Apela a empresa demandada. Diz que a sentença foi contrária à prova produzida nos autos. Reitera a tese de ilegitimidade passiva, porquanto a demanda deveria ter sido direcionada apenas contra a fabricante da máquina. Cita o artigo 13, inciso I, do CPC. Vergasta a aplicação do CDC em razão da ausência de relação de consumo, sendo a máquina industrial um insumo na cadeia produtiva da parte autora. No mérito, narra que vendeu o aparelho e prestou todo o treinamento e assistência necessários. Sustenta indevida a devolução dos valores, pois a máquina foi adquirida há nove anos, sendo útil à produção e gerando lucros à demandante, ora apelada. Pugna pela adoção da responsabilidade subjetiva, com a necessidade de demonstração da culpa. Cita doutrina e afirma que os defeitos se deram por ação da própria recorrida. Alude rompido o nexo de causalidade. Diz que o ajuizamento da presente demanda fere o princípio da boa-fé. Pugna pela improcedência da ação. Quanto aos danos morais, refere inexistentes, pois a situação não ultrapassa os meros aborrecimentos. Aduz não se tratar de dano in re ipsa, não havendo prova de situação que enseje os danos efetivos. Alternativamente, pugna pela minoração do quantum.

A parte autora igualmente recorre, pleiteando seja majorada a indenização por danos morais e também o percentual relativo aos honorários advocatícios. Afirma que teve diversos problemas em função do episódio narrado na inicial, ficando sem condições de pagar as mensalidades da própria máquina, tendo o seu nome negativado junto aos órgãos cadastrais, inclusive. Cita jurisprudência e pede o montante de R$ 20.000,00 (vinte mil reais) a compensar os danos extrapatrimoniais. Quanto à verba honorária, destaca a valorização da advocacia pelo trabalho desenvolvido, em consonância com os requisitos do CPC, trazendo jurisprudência e doutrina quanto ao ponto.

Com contrarrazões de ambas as partes, subiram os autos.

É o relatório.

VOTO

Colegas.

Inicialmente, calha ponderar acerca da aplicação do Código de Defesa do Consumidor.
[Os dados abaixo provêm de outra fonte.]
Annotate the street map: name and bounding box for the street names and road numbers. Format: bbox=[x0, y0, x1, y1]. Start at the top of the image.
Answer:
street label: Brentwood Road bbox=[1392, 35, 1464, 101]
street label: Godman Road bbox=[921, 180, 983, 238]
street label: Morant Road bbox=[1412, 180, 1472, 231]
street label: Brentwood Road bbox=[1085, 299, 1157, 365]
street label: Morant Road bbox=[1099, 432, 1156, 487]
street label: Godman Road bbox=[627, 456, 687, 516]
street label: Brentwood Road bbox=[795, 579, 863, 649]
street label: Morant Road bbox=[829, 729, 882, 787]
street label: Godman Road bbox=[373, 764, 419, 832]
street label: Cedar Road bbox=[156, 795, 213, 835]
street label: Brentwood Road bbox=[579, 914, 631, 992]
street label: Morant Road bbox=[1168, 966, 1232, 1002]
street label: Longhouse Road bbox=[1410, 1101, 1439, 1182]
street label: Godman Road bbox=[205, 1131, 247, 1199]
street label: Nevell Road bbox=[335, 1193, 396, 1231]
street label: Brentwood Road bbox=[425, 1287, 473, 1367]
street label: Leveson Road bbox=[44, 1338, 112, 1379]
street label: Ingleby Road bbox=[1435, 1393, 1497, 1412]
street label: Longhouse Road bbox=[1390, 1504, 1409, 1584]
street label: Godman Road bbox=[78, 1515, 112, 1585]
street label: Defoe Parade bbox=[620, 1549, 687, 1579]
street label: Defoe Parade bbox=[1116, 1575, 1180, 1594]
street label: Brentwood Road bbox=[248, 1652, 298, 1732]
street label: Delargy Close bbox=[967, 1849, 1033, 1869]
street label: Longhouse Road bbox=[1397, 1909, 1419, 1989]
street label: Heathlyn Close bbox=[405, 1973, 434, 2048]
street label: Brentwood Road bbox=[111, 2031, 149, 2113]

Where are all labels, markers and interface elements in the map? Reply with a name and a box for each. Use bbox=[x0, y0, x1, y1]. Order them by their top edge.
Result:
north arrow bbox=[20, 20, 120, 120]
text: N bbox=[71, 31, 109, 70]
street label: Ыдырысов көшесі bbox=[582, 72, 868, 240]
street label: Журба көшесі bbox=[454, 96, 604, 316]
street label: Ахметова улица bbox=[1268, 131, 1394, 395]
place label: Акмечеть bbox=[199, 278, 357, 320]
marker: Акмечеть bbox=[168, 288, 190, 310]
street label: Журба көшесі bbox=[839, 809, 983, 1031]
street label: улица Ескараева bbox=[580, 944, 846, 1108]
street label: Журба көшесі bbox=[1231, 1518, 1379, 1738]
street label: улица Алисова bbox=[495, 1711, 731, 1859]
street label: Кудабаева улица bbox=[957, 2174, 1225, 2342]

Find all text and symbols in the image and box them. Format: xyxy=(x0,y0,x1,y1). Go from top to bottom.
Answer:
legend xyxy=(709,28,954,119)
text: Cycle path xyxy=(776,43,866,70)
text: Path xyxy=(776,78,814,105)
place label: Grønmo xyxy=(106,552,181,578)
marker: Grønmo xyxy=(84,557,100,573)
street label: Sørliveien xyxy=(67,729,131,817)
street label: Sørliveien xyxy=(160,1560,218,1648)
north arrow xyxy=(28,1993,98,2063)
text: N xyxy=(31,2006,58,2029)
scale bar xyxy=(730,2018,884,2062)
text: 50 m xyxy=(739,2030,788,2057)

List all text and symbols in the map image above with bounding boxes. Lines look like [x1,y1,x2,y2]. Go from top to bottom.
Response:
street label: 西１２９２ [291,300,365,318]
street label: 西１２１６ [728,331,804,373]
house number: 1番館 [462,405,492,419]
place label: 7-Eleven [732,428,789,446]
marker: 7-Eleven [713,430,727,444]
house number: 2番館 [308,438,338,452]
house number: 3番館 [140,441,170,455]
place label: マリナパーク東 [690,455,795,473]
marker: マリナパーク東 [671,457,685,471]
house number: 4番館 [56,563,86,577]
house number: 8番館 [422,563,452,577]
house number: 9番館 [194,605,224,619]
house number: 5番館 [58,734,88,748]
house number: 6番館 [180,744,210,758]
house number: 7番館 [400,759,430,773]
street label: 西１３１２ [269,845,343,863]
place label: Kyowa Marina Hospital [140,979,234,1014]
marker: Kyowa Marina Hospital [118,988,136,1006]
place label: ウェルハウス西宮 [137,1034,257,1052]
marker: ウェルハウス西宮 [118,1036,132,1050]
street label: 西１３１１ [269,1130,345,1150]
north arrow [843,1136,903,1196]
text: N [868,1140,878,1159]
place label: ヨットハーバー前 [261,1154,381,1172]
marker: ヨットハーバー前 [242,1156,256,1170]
A propósito, sem embargo de entendimentos contrários, tenho que a parte apelada se enquadra como destinatária final na relação jurídica havida entre os litigantes, conforme magistério de CLÁUDIA LIMA MARQUES:

O ponto de partida desta extensão do campo de aplicação do CDC é a observação de que muitas pessoas, mesmo não sendo consumidores strictu sensu, podem ser atingidas ou prejudicadas pelas atividades dos fornecedores no mercado. Estas pessoas, grupos e mesmo profissionais podem intervir nas relações de consumo de outra forma a ocupar uma posição de vulnerabilidade. Mesmo não preenchendo as características de um consumidor strictu sensu, a posição preponderante (Machtposition) do fornecedor e a posição de vulnerabilidade destas pessoas sensibilizam o legislador e, agora, os aplicadores da lei. (Comentários ao CDC, RT 2ª edição, 2005, p.87.)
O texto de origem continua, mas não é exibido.